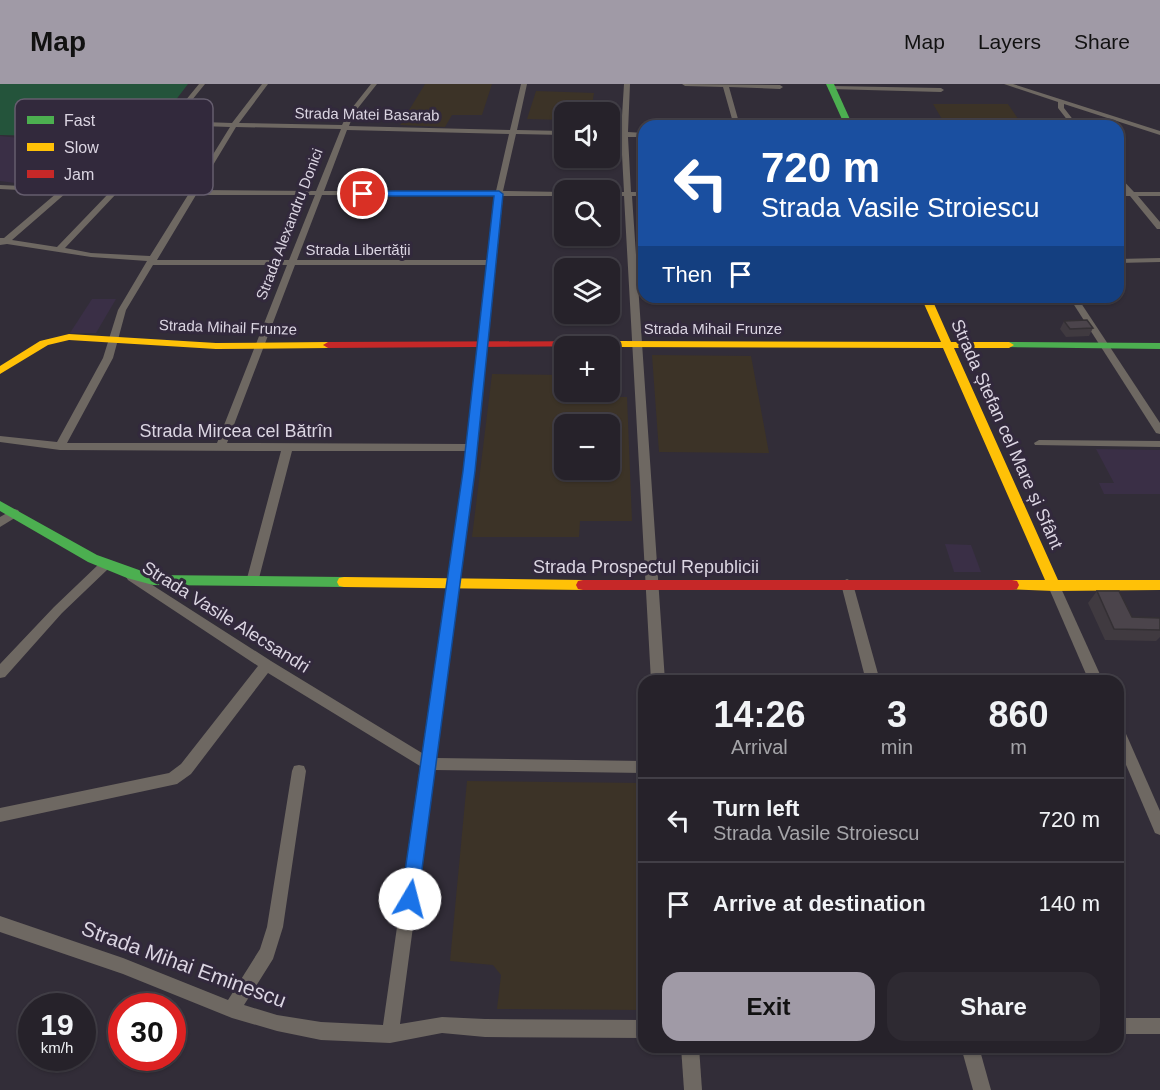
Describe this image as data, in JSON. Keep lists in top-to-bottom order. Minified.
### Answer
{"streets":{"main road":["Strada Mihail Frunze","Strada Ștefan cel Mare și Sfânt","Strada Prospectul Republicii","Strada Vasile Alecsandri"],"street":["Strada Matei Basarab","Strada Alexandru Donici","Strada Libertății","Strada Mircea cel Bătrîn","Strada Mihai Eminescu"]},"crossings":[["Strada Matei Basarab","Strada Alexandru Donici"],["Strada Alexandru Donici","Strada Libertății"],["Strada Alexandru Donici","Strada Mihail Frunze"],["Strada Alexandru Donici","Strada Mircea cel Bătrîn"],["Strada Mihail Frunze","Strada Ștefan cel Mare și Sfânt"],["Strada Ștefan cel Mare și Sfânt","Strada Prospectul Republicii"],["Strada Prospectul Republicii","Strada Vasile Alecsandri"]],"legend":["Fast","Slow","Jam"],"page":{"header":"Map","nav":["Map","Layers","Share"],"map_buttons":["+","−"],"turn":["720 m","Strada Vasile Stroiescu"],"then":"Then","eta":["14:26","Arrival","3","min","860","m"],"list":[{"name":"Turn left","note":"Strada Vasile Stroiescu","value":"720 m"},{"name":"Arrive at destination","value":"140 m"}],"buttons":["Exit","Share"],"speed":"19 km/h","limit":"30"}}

* Problem requirements:
All of the material above goes into the copy exactly as is; the pictures do not.

* Task result:
Describe this image as data, in JSON. Keep lists in top-to-bottom order. Minified.
### Answer
{"streets":{"main road":["Strada Mihail Frunze","Strada Ștefan cel Mare și Sfânt","Strada Prospectul Republicii","Strada Vasile Alecsandri"],"street":["Strada Matei Basarab","Strada Alexandru Donici","Strada Libertății","Strada Mircea cel Bătrîn","Strada Mihai Eminescu"]},"crossings":[["Strada Matei Basarab","Strada Alexandru Donici"],["Strada Alexandru Donici","Strada Libertății"],["Strada Alexandru Donici","Strada Mihail Frunze"],["Strada Alexandru Donici","Strada Mircea cel Bătrîn"],["Strada Mihail Frunze","Strada Ștefan cel Mare și Sfânt"],["Strada Ștefan cel Mare și Sfânt","Strada Prospectul Republicii"],["Strada Prospectul Republicii","Strada Vasile Alecsandri"]],"legend":["Fast","Slow","Jam"],"page":{"header":"Map","nav":["Map","Layers","Share"],"map_buttons":["+","−"],"turn":["720 m","Strada Vasile Stroiescu"],"then":"Then","eta":["14:26","Arrival","3","min","860","m"],"list":[{"name":"Turn left","note":"Strada Vasile Stroiescu","value":"720 m"},{"name":"Arrive at destination","value":"140 m"}],"buttons":["Exit","Share"],"speed":"19 km/h","limit":"30"}}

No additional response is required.